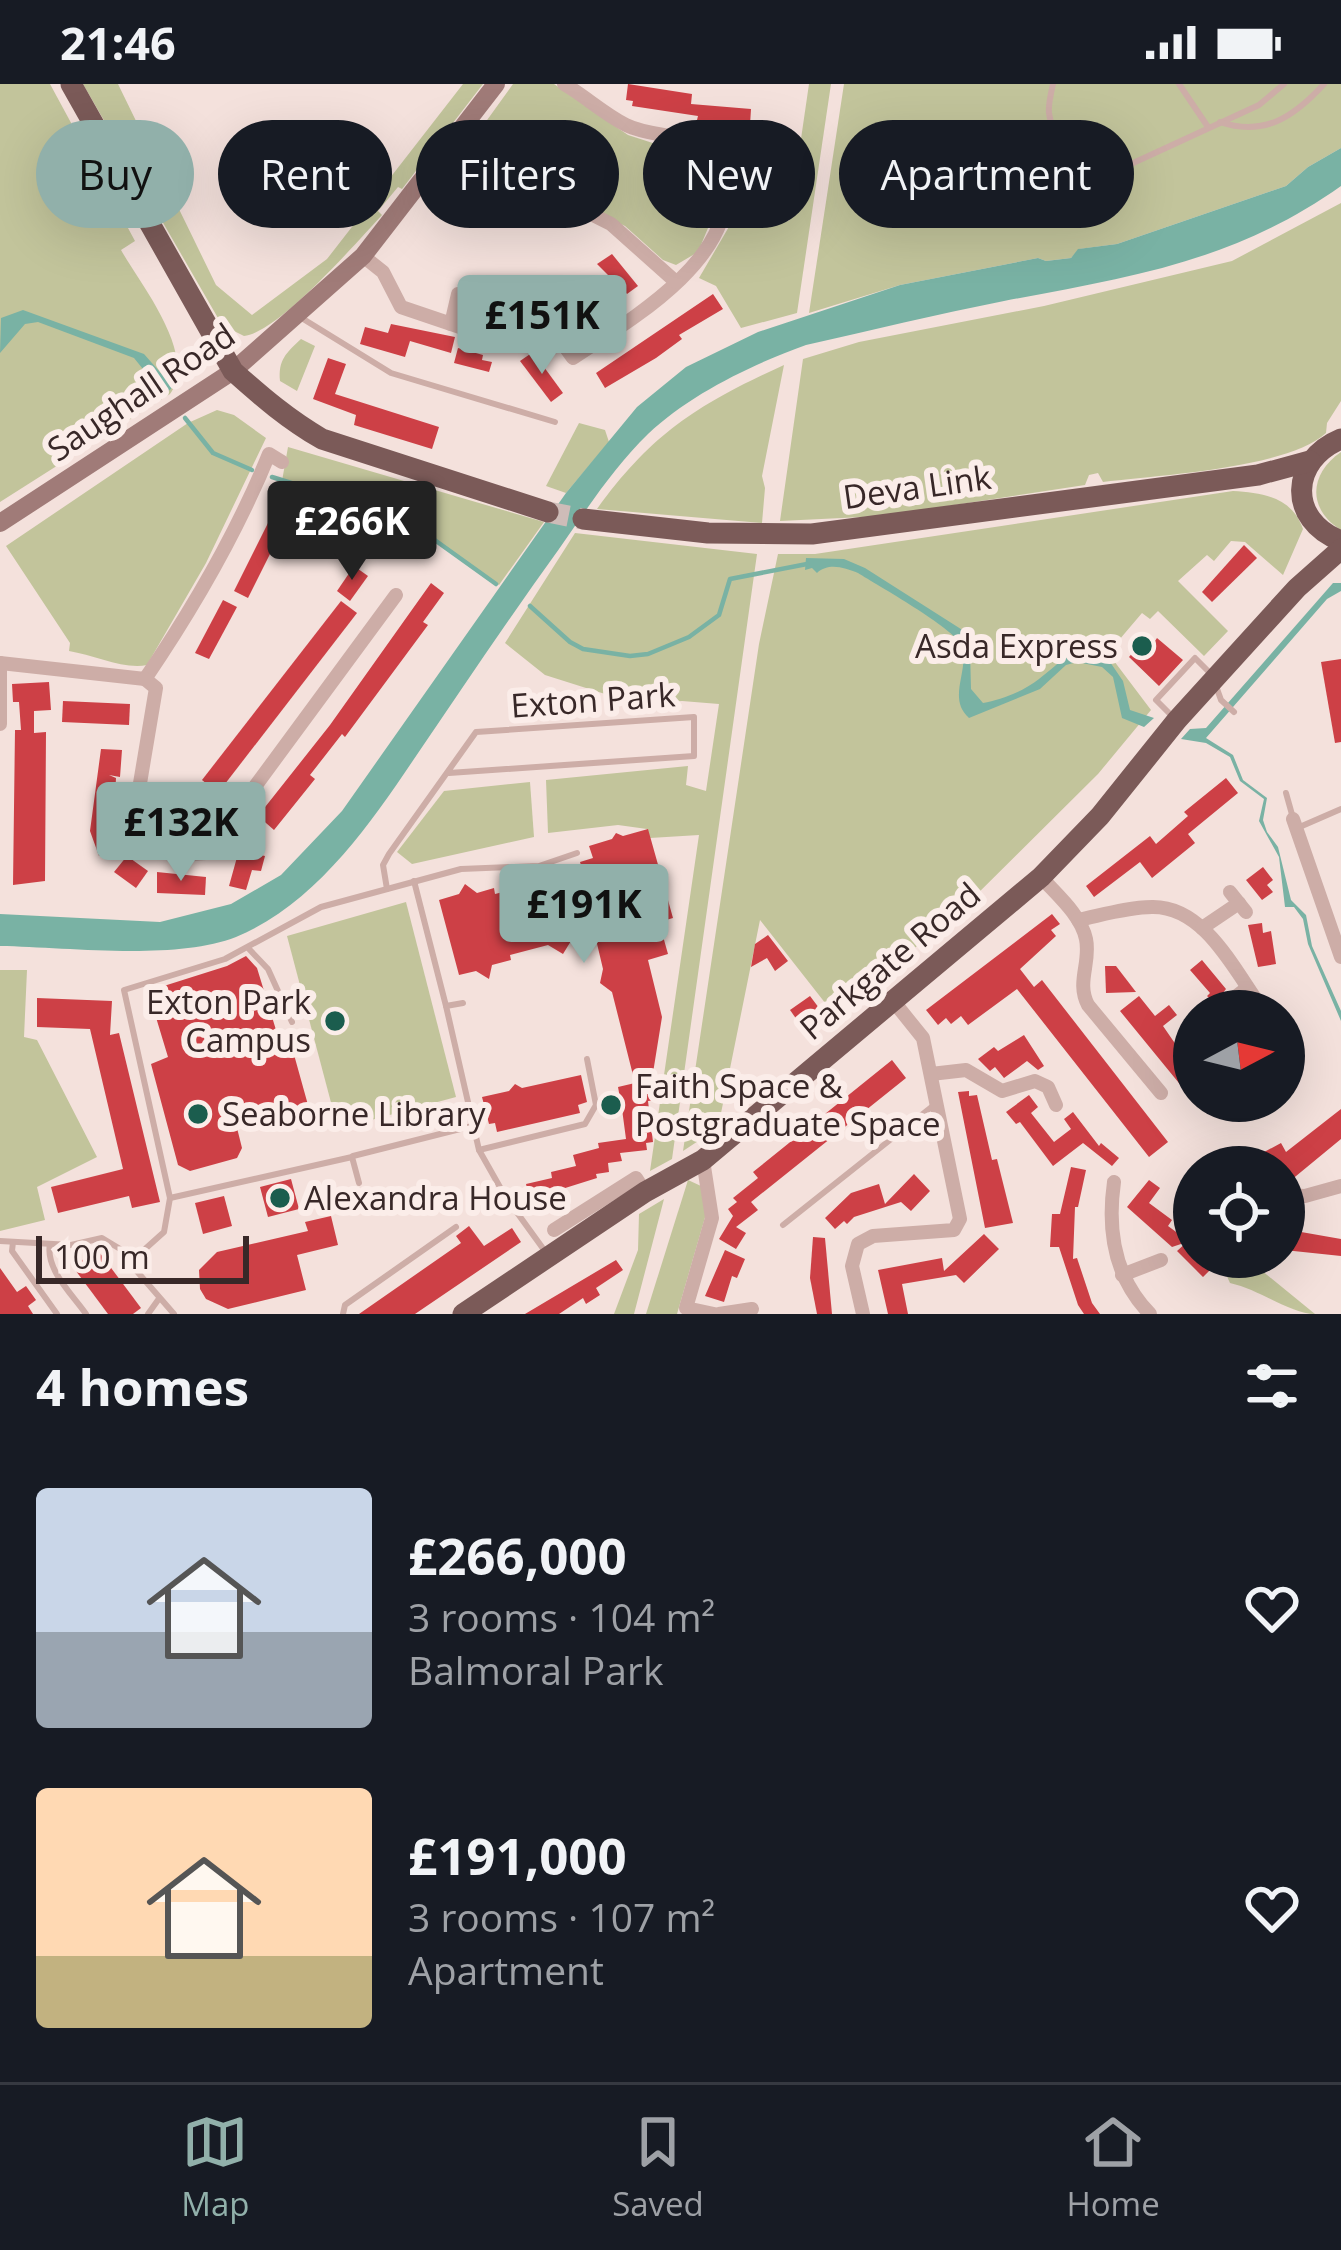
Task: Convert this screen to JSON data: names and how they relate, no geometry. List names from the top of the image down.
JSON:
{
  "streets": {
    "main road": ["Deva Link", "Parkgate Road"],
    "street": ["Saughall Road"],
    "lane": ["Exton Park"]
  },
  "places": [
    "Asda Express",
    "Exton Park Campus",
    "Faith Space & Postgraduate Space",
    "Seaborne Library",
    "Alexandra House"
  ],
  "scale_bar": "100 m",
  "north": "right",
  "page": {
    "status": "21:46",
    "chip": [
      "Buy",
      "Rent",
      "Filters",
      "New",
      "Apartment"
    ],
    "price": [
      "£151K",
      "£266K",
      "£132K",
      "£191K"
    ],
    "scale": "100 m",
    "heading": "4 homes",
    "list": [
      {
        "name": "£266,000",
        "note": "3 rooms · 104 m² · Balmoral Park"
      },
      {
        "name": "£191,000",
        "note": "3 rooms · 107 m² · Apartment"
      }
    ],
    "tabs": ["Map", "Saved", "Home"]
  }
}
========================================================================
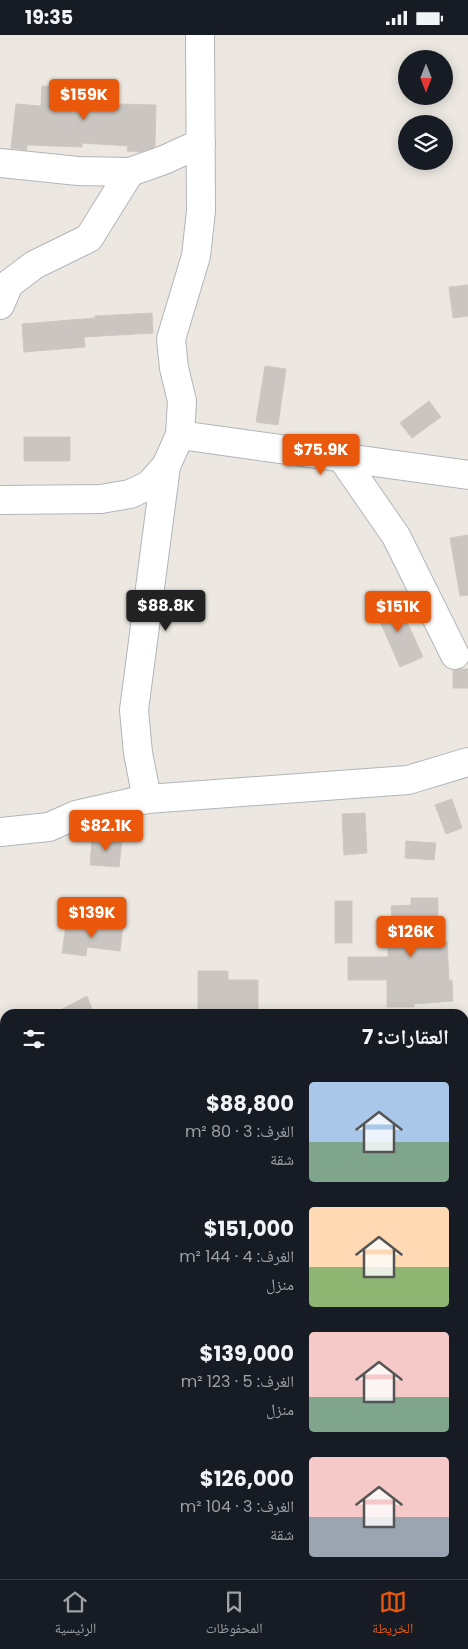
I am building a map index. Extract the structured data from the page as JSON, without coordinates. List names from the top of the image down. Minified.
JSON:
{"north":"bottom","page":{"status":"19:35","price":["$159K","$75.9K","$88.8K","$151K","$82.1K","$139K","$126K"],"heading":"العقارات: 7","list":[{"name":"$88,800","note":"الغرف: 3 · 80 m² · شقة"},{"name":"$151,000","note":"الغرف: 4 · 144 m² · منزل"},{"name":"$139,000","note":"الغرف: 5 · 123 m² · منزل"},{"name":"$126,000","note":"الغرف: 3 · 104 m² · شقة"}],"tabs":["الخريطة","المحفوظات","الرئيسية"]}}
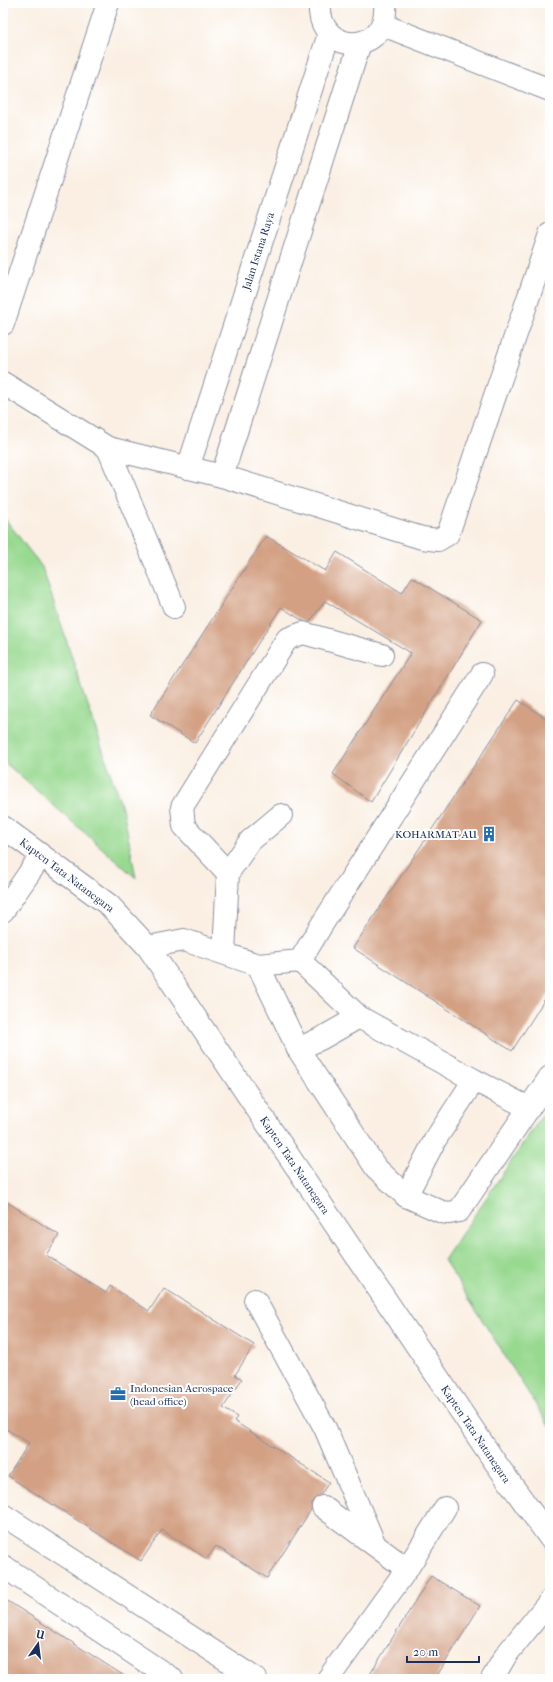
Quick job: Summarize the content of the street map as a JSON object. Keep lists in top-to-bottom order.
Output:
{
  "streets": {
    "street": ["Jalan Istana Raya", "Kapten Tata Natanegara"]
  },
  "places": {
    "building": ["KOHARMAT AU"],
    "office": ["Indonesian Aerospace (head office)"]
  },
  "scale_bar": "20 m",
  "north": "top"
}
========================================================================
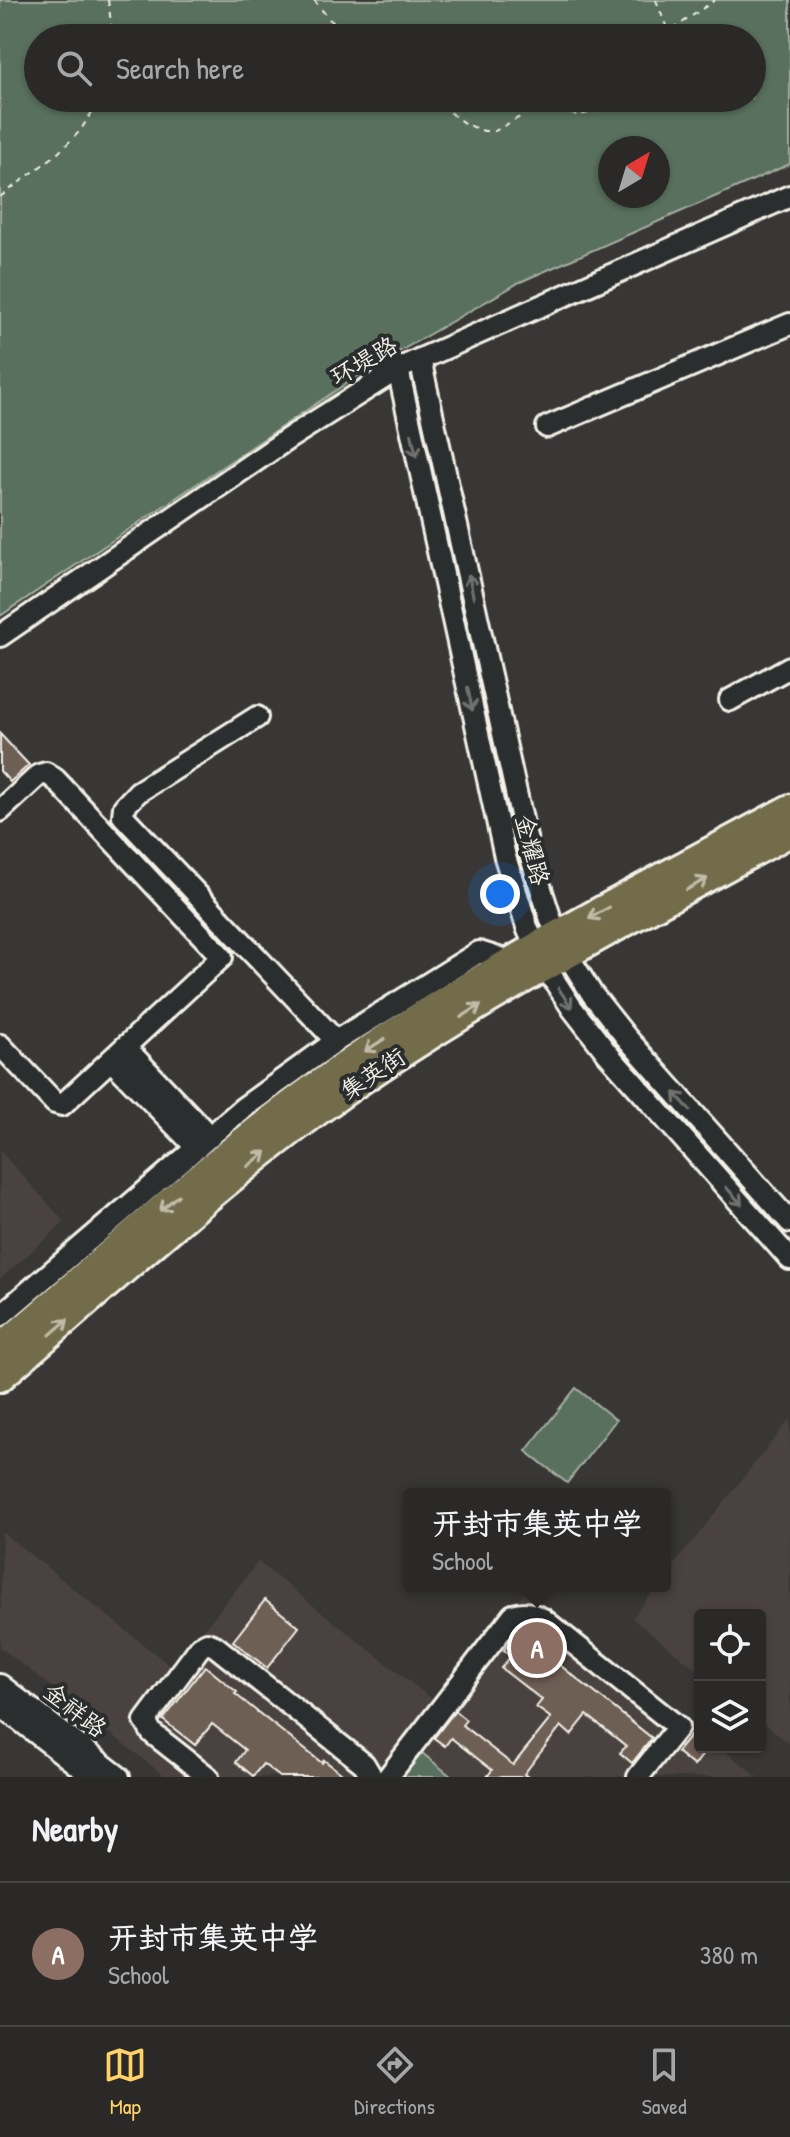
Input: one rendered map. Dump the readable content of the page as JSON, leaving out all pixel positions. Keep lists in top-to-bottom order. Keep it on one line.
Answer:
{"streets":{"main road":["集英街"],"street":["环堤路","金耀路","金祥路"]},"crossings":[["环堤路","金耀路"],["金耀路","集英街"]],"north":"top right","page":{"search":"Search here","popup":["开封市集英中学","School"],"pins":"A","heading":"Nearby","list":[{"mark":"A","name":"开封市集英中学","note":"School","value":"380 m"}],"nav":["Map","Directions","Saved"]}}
========================================================================
### Exercise
If the string "image" appears in a line of the data above, that line counts. State how many such lines there are and nothing more.

### Answer area
2